* Task statement
Copy every line from the data below in which the string "linecap" can be found.

* Material for this exercise
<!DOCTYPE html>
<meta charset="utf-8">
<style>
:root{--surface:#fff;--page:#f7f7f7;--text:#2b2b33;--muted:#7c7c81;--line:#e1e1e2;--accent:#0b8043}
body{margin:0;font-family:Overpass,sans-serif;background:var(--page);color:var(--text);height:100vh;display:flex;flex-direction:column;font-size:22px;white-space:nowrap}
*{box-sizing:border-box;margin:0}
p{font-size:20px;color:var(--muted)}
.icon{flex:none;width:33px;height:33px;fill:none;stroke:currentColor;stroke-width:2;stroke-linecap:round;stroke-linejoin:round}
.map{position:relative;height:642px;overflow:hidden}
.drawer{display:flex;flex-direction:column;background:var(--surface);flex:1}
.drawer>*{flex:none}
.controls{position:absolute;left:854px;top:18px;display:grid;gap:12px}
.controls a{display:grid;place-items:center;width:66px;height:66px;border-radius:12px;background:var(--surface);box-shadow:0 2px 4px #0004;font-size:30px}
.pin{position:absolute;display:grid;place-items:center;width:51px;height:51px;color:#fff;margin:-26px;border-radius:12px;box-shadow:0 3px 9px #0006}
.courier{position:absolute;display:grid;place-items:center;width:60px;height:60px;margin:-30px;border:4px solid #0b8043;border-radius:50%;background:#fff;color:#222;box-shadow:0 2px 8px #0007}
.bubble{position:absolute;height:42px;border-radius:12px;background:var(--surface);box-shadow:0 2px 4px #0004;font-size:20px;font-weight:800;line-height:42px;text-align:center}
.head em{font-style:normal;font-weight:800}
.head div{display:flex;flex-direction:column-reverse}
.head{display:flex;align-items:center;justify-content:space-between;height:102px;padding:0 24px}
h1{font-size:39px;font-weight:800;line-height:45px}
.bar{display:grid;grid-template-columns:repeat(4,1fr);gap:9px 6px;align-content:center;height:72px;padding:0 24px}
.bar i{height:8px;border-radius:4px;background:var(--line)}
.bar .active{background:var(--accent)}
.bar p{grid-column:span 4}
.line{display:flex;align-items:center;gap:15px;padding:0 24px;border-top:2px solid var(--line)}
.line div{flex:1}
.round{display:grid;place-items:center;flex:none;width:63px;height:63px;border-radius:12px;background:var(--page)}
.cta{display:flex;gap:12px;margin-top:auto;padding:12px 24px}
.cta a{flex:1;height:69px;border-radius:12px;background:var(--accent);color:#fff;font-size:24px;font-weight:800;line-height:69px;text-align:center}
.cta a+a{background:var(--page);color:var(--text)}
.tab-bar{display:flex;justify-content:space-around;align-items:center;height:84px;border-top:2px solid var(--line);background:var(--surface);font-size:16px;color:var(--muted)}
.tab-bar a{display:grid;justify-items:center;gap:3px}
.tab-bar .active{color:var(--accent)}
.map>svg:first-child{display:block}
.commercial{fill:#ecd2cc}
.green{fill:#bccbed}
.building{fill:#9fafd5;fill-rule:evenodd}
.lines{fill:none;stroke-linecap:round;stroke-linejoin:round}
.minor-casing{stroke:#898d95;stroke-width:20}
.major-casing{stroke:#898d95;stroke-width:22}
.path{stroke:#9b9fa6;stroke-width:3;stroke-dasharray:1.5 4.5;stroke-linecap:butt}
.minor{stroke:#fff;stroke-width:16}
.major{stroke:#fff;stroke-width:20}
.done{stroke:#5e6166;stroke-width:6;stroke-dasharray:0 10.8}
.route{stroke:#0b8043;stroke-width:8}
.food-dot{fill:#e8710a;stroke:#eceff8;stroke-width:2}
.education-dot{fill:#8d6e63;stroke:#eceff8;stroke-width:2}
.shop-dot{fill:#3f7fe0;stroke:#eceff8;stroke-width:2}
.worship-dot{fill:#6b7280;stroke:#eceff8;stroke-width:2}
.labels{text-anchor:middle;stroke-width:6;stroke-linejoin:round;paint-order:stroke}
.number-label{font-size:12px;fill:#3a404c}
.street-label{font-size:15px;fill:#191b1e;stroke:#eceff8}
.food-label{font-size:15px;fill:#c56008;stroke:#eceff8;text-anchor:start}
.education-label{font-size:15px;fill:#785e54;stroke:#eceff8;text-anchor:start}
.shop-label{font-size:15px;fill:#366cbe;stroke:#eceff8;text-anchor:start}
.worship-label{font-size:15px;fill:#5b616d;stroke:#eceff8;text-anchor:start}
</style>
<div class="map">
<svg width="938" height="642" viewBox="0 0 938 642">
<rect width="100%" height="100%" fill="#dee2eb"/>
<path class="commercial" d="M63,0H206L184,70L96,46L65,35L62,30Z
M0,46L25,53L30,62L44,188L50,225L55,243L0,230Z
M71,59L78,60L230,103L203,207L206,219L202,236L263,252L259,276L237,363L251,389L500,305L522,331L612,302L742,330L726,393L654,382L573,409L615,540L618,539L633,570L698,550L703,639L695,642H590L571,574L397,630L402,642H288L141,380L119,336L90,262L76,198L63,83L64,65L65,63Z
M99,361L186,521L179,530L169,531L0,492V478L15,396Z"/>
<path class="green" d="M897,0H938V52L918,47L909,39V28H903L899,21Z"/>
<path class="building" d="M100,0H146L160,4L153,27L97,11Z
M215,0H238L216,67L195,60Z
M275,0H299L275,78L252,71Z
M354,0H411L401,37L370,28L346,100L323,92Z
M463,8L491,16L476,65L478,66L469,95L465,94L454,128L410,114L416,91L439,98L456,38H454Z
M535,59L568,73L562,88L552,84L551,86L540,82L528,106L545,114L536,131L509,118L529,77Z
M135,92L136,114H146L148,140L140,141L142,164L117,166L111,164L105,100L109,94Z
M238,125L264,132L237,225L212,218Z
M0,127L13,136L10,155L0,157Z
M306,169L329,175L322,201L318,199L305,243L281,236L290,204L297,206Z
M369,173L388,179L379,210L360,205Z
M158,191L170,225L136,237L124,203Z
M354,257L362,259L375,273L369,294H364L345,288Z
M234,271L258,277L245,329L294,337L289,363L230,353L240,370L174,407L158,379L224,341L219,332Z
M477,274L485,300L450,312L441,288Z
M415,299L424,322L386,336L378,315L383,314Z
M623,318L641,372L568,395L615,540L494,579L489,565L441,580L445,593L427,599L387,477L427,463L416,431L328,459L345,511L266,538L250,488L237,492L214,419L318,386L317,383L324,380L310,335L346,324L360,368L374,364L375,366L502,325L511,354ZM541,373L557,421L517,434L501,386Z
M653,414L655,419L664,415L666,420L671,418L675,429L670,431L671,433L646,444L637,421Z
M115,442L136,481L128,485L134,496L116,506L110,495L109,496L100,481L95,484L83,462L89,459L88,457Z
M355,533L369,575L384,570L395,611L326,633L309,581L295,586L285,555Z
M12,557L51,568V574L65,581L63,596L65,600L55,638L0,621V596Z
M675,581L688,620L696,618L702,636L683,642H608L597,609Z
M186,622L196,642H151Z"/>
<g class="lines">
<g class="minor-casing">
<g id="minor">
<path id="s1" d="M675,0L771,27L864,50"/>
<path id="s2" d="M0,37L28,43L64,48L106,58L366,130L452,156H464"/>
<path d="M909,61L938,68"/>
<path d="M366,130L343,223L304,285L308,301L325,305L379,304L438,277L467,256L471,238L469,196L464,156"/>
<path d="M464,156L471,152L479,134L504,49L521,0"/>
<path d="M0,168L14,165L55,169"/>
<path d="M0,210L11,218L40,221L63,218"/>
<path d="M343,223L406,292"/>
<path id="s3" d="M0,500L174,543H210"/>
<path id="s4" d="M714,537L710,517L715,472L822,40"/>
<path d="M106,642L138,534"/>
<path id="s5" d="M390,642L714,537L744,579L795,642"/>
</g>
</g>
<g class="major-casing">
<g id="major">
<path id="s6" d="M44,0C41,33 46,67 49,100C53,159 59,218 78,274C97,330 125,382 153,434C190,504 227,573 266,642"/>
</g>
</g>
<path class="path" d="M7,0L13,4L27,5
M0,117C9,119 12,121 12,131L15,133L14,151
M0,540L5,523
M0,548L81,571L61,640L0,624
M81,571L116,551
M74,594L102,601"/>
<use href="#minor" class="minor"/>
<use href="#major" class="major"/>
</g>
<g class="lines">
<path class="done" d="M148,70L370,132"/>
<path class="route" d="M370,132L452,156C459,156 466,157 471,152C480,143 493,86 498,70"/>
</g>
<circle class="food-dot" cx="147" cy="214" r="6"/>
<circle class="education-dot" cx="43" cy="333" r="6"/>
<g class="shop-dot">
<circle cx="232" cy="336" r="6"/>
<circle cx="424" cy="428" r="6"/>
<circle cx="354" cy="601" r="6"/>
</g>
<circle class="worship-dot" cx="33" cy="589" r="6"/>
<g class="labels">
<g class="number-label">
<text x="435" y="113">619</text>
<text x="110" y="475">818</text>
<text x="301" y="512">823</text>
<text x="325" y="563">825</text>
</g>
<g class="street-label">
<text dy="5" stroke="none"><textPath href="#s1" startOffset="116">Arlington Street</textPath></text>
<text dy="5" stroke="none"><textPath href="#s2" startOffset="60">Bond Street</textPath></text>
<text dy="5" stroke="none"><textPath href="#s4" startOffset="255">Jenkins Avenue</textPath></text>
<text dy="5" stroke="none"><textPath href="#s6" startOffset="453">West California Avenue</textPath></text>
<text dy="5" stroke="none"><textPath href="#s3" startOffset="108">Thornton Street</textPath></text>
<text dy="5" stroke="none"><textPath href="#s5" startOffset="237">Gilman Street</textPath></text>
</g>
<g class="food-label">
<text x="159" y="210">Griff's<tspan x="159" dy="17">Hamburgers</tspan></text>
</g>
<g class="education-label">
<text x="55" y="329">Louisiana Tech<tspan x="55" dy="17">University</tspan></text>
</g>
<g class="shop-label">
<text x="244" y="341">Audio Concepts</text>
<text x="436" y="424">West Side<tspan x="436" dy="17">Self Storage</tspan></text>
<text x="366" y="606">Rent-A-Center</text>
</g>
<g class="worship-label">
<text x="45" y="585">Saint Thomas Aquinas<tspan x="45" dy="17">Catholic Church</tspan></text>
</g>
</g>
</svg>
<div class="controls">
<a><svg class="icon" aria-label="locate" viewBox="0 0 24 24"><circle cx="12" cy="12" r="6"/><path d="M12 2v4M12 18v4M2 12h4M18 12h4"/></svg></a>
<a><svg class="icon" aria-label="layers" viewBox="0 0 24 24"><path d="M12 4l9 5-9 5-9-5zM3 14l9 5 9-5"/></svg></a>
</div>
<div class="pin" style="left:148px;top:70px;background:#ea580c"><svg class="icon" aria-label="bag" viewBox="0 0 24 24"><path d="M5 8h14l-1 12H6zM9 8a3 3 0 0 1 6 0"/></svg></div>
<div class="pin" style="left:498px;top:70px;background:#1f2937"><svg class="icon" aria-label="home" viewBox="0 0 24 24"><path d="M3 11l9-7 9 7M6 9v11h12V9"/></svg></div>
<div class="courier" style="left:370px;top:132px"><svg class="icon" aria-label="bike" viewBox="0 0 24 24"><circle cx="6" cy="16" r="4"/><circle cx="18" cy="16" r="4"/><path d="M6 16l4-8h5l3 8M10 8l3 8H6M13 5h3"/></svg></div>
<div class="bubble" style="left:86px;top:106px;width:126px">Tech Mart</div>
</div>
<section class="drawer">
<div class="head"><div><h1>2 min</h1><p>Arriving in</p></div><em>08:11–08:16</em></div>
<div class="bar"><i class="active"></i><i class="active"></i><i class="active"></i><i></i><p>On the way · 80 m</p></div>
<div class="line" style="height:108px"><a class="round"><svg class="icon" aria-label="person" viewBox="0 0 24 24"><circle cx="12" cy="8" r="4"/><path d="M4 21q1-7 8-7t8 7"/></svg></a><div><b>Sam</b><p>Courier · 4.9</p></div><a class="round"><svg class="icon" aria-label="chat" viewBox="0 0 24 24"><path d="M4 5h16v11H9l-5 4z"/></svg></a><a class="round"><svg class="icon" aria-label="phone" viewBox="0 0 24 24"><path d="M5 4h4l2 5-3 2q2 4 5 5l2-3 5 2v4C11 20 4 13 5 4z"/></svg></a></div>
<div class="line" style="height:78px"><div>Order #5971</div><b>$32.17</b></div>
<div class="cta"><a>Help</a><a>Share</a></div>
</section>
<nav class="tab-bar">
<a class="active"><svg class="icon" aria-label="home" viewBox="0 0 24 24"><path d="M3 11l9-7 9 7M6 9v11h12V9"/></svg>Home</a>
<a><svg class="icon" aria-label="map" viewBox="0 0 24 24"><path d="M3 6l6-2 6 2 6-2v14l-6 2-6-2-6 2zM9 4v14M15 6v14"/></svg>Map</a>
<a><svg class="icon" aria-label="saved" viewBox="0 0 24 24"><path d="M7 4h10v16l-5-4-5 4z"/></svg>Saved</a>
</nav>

* Written response
.icon{flex:none;width:33px;height:33px;fill:none;stroke:currentColor;stroke-width:2;stroke-linecap:round;stroke-linejoin:round}
.lines{fill:none;stroke-linecap:round;stroke-linejoin:round}
.path{stroke:#9b9fa6;stroke-width:3;stroke-dasharray:1.5 4.5;stroke-linecap:butt}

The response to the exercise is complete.